What needs to be done
Each line of the records that follow must come back exactly, with pictures skipped.

Stored data
——————

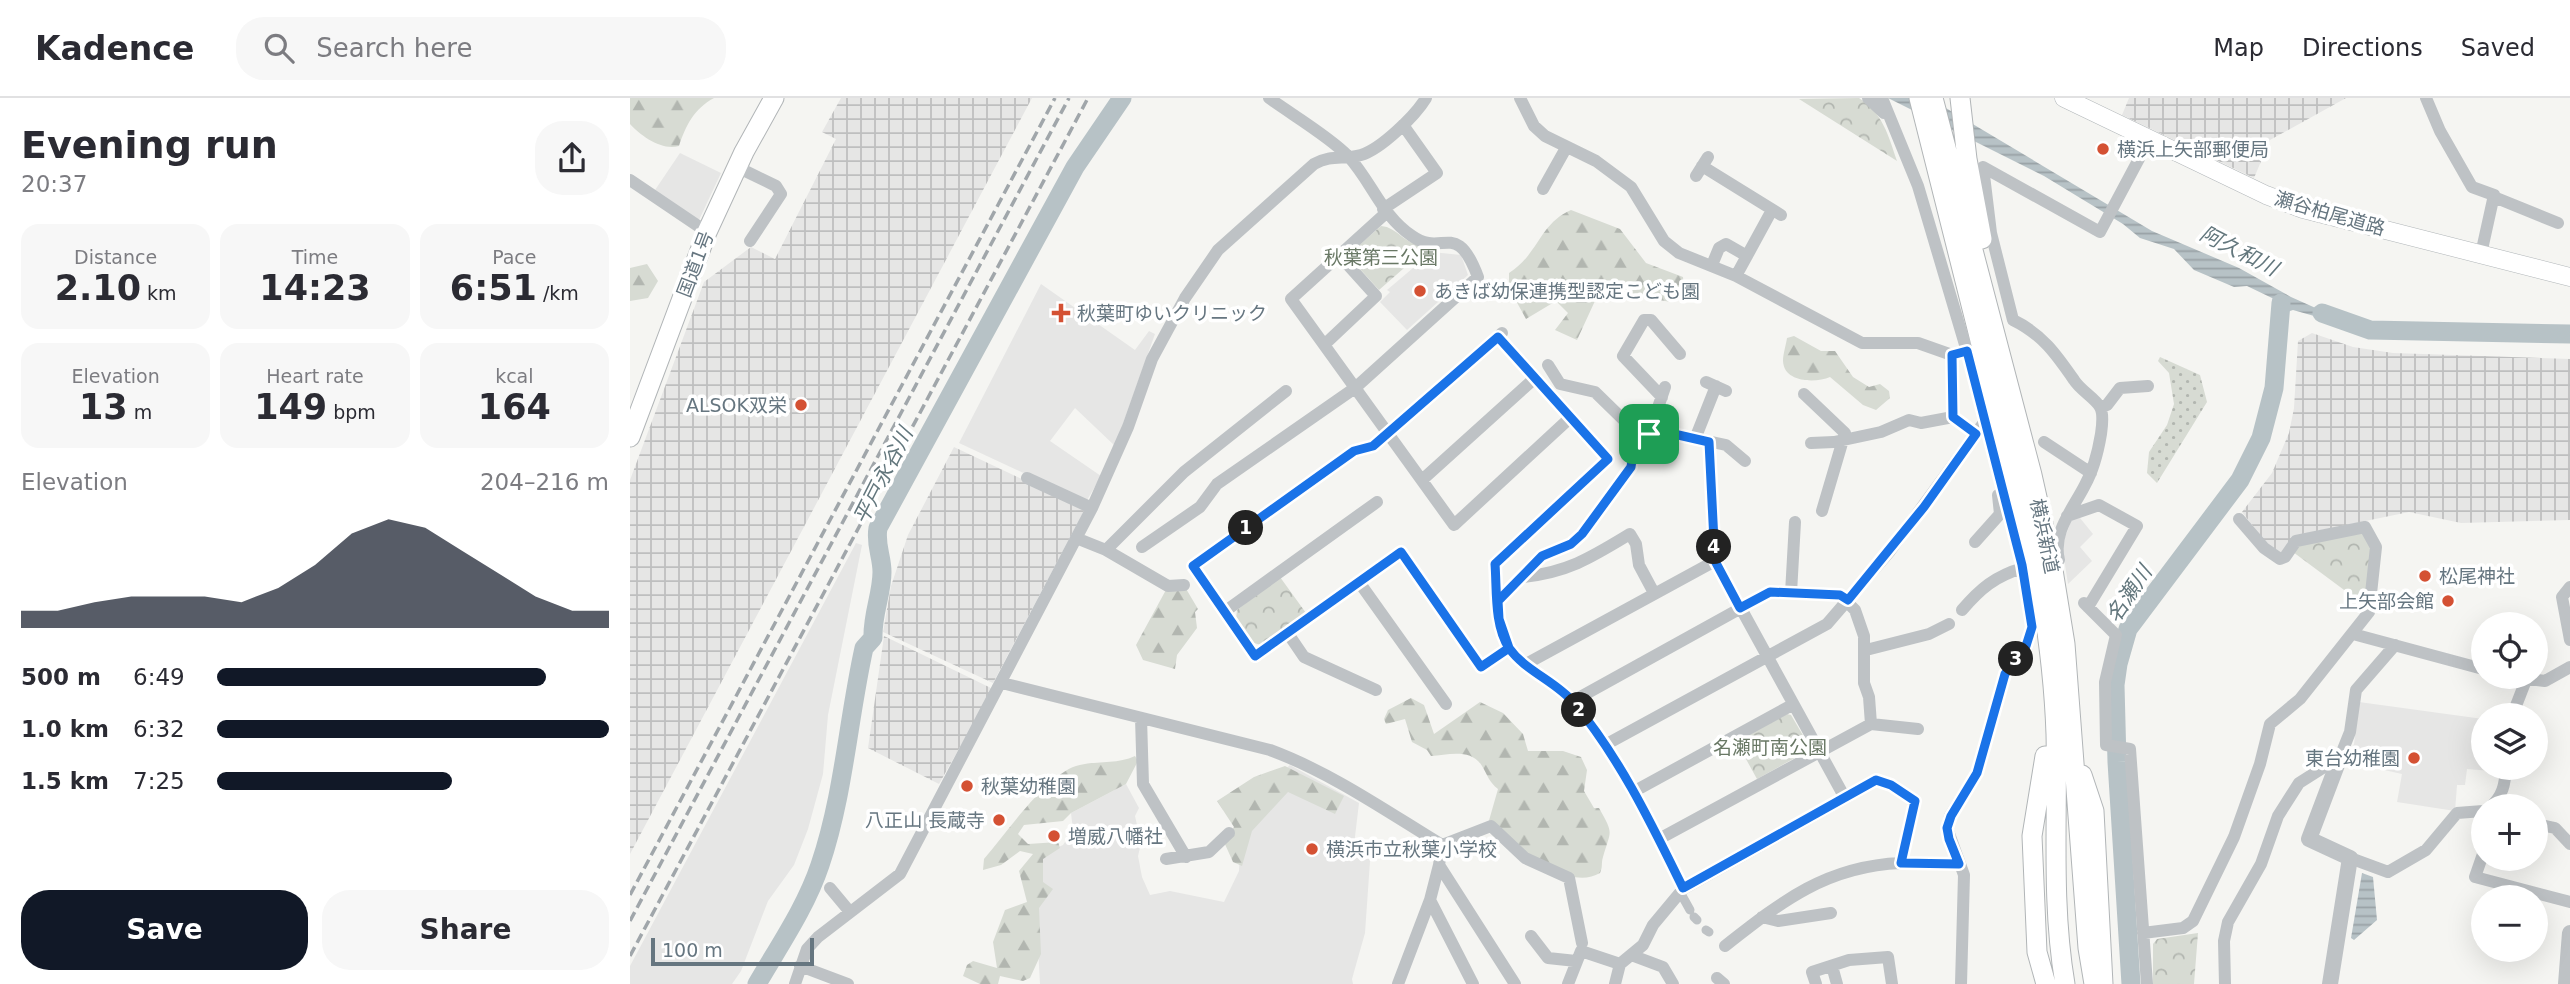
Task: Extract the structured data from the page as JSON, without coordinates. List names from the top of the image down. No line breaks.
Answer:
{"streets":{"highway":["国道1号","横浜新道"],"main road":["瀬谷柏尾道路"]},"water":["阿久和川","平戸永谷川","名瀬川"],"parks":["秋葉第三公園","名瀬町南公園"],"places":{"other":["横浜上矢部郵便局","あきば幼保連携型認定こども園","ALSOK双栄","松尾神社","上矢部会館","東台幼稚園","秋葉幼稚園","八正山 長蔵寺","増威八幡社","横浜市立秋葉小学校"],"health":["秋葉町ゆいクリニック"]},"scale_bar":"100 m","page":{"header":"Kadence","search":"Search here","nav":["Map","Directions","Saved"],"heading":["Evening run","20:37"],"stats":[["Distance","2.10 km"],["Time","14:23"],["Pace","6:51 /km"],["Elevation","13 m"],["Heart rate","149 bpm"],["kcal","164"]],"chart":["Elevation","204–216 m"],"pins":["1","4","3","2"],"map_buttons":["+","−"],"list":[{"name":"500 m","note":"6:49"},{"name":"1.0 km","note":"6:32"},{"name":"1.5 km","note":"7:25"}],"buttons":["Save","Share"],"scale":"100 m"}}
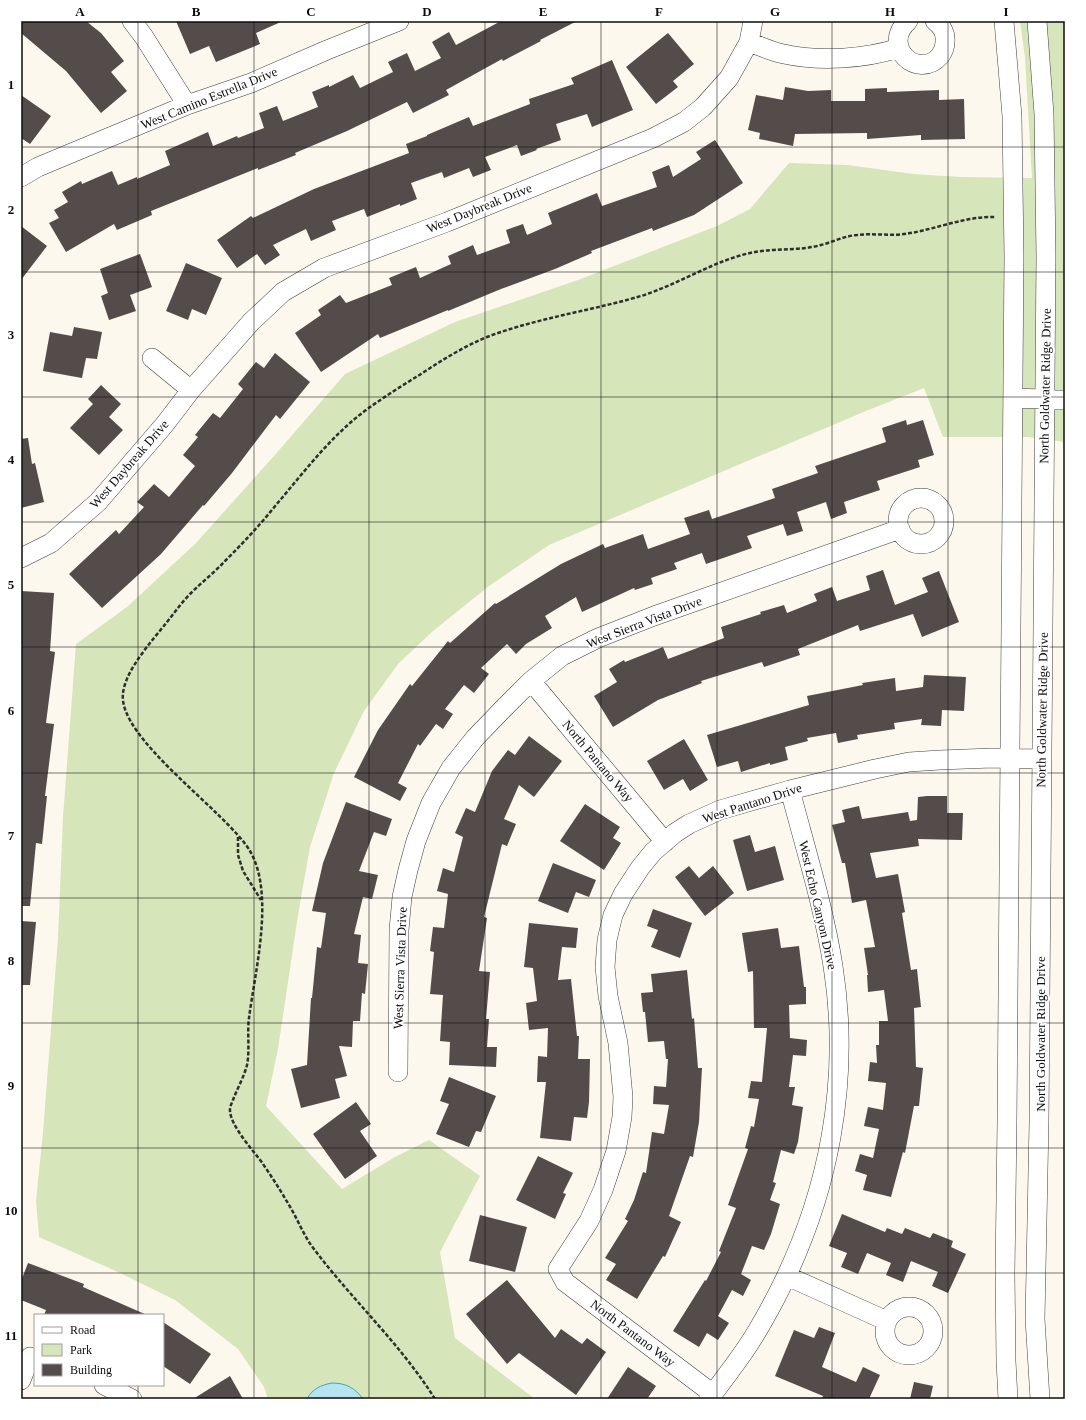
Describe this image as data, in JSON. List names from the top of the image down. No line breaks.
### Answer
{"streets":{"street":["West Camino Estrella Drive","West Daybreak Drive","North Goldwater Ridge Drive","West Sierra Vista Drive","North Pantano Way","West Pantano Drive","West Echo Canyon Drive"]},"crossings":[["North Goldwater Ridge Drive","West Pantano Drive"],["West Sierra Vista Drive","North Pantano Way"],["North Pantano Way","West Pantano Drive"],["North Pantano Way","West Echo Canyon Drive"],["West Pantano Drive","West Echo Canyon Drive"]],"legend":["Road","Park","Building"],"grid":{"columns":["A","B","C","D","E","F","G","H","I"],"rows":["1","2","3","4","5","6","7","8","9","10","11"]}}
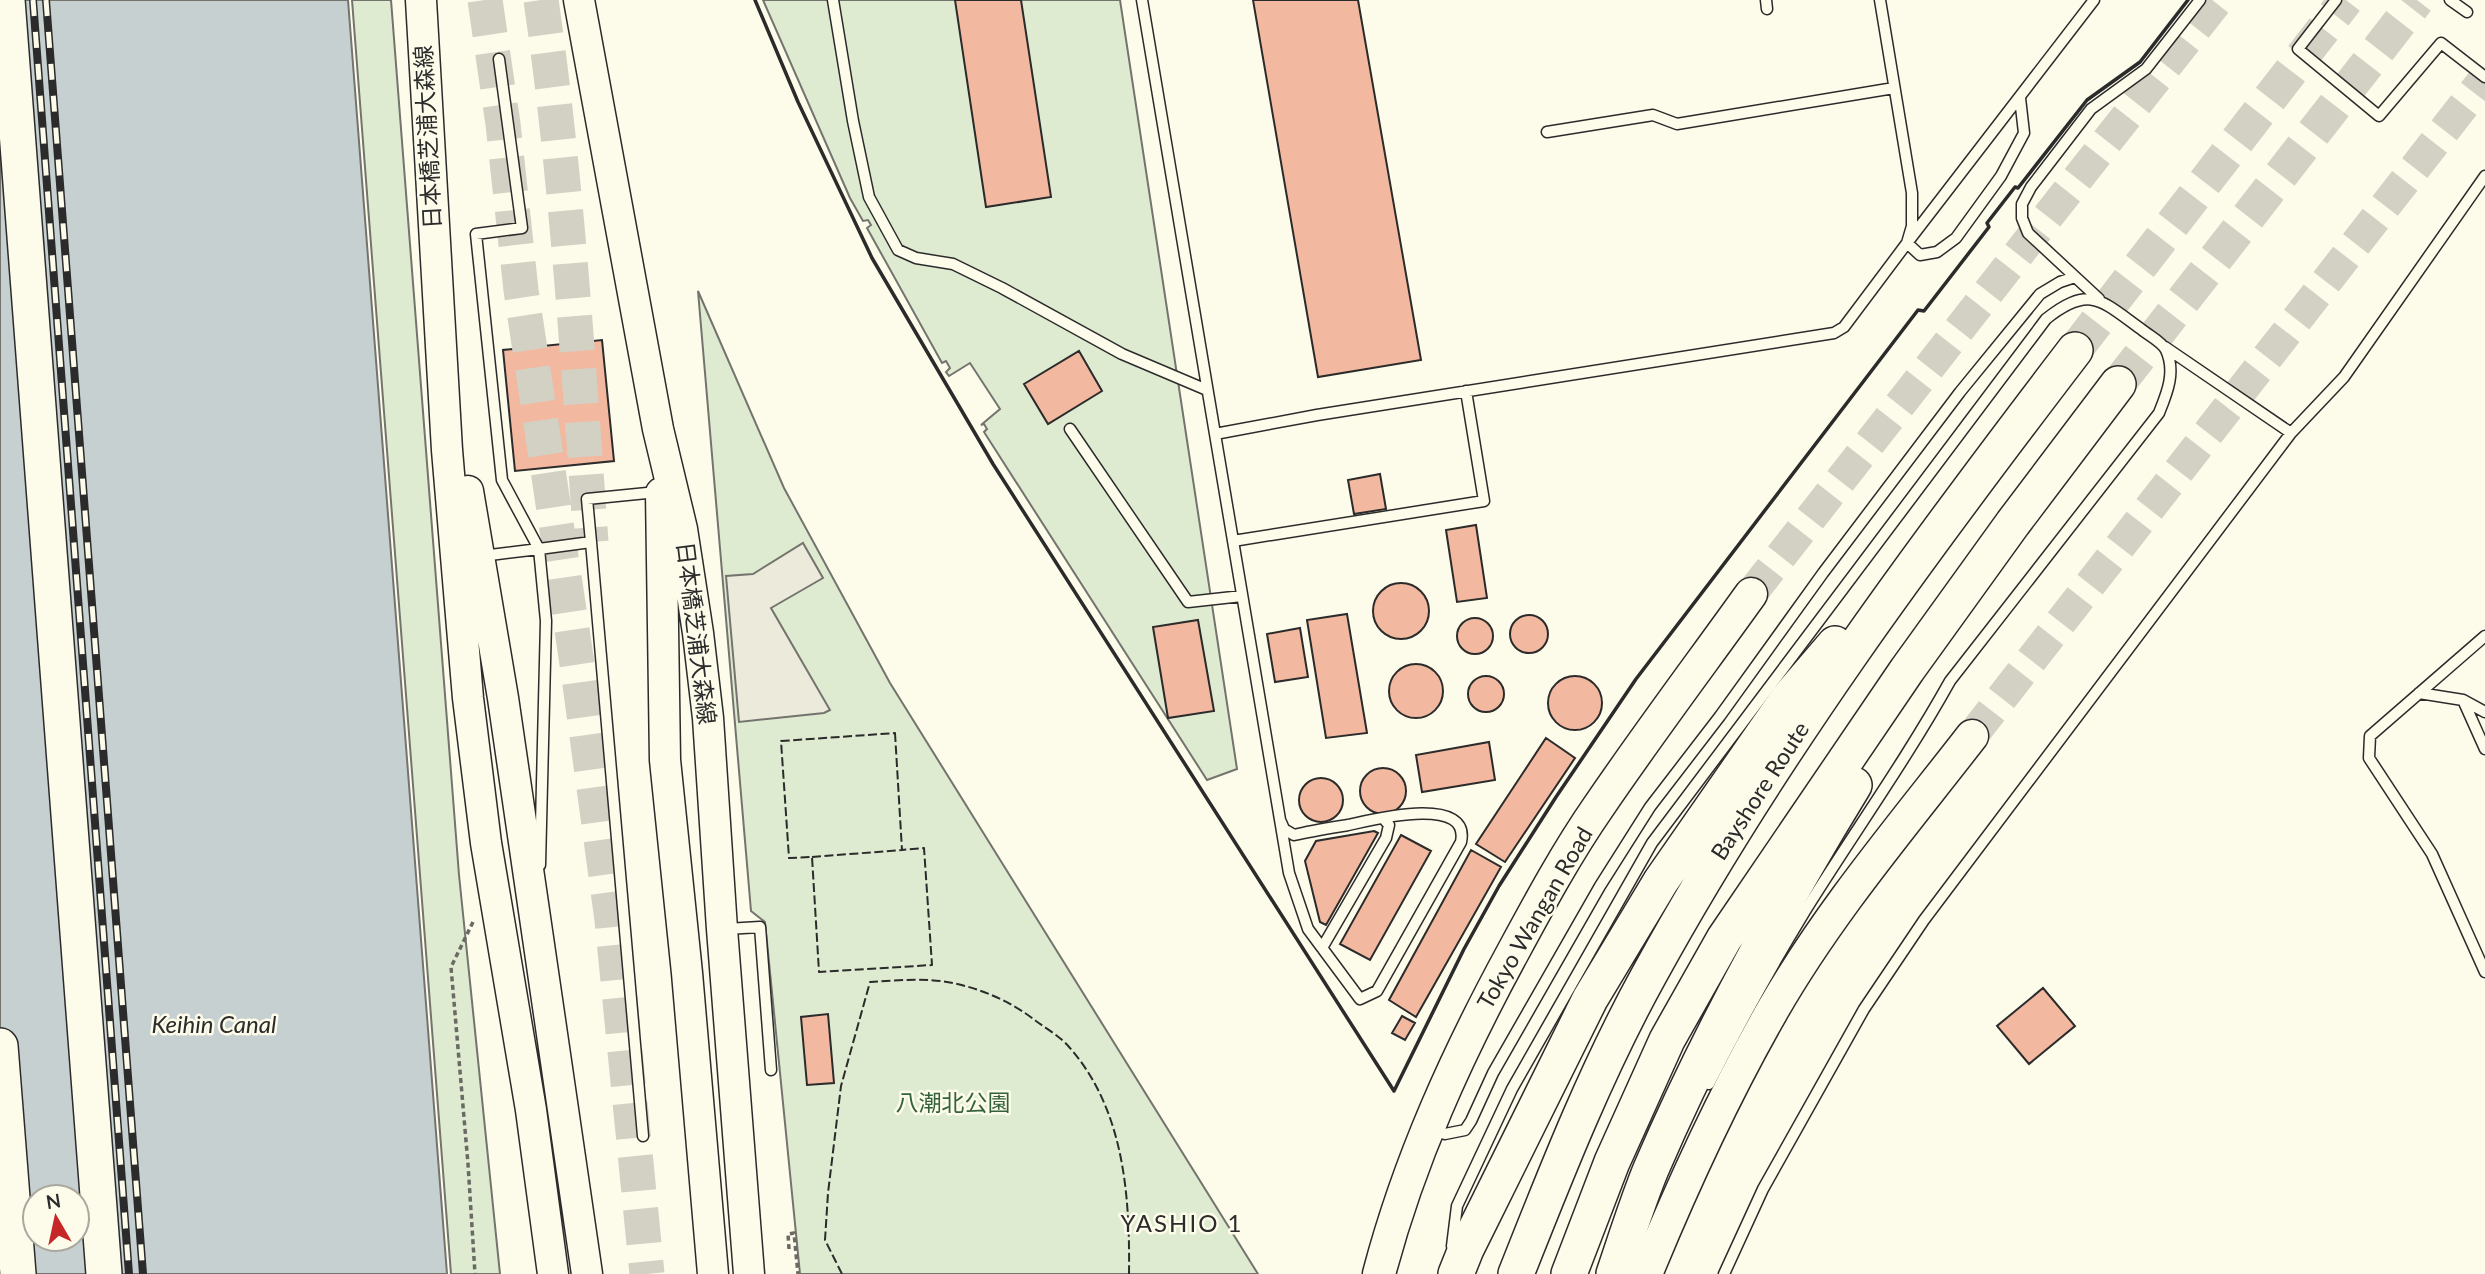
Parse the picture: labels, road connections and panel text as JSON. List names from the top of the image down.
{
  "streets": {
    "highway": ["Bayshore Route", "Tokyo Wangan Road"],
    "main road": ["日本橋芝浦大森線"]
  },
  "districts": ["YASHIO 1"],
  "water": ["Keihin Canal"],
  "parks": ["八潮北公園"],
  "north": "top"
}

——————

Exercise result
Task: Extract the structured data from the page as JSON, without coordinates. List names from the top of the image down. No line breaks.
Answer:
{"streets":{"highway":["国道1号","横浜新道"],"main road":["瀬谷柏尾道路"]},"water":["阿久和川","平戸永谷川","名瀬川"],"parks":["秋葉第三公園","名瀬町南公園"],"places":{"other":["横浜上矢部郵便局","あきば幼保連携型認定こども園","ALSOK双栄","松尾神社","上矢部会館","東台幼稚園","秋葉幼稚園","八正山 長蔵寺","増威八幡社","横浜市立秋葉小学校"],"health":["秋葉町ゆいクリニック"]},"scale_bar":"100 m","page":{"header":"Kadence","search":"Search here","nav":["Map","Directions","Saved"],"heading":["Evening run","20:37"],"stats":[["Distance","2.10 km"],["Time","14:23"],["Pace","6:51 /km"],["Elevation","13 m"],["Heart rate","149 bpm"],["kcal","164"]],"chart":["Elevation","204–216 m"],"pins":["1","4","3","2"],"map_buttons":["+","−"],"list":[{"name":"500 m","note":"6:49"},{"name":"1.0 km","note":"6:32"},{"name":"1.5 km","note":"7:25"}],"buttons":["Save","Share"],"scale":"100 m"}}
Describe this image as data, in JSON. List names from the top of the image down. No line breaks.
### Answer
{"streets":{"street":["West Camino Estrella Drive","West Daybreak Drive","North Goldwater Ridge Drive","West Sierra Vista Drive","North Pantano Way","West Pantano Drive","West Echo Canyon Drive"]},"crossings":[["North Goldwater Ridge Drive","West Pantano Drive"],["West Sierra Vista Drive","North Pantano Way"],["North Pantano Way","West Pantano Drive"],["North Pantano Way","West Echo Canyon Drive"],["West Pantano Drive","West Echo Canyon Drive"]],"legend":["Road","Park","Building"],"grid":{"columns":["A","B","C","D","E","F","G","H","I"],"rows":["1","2","3","4","5","6","7","8","9","10","11"]}}
Parse the picture: labels, road connections and panel text as JSON. List names from the top of the image down.
{
  "streets": {
    "highway": ["Bayshore Route", "Tokyo Wangan Road"],
    "main road": ["日本橋芝浦大森線"]
  },
  "districts": ["YASHIO 1"],
  "water": ["Keihin Canal"],
  "parks": ["八潮北公園"],
  "north": "top"
}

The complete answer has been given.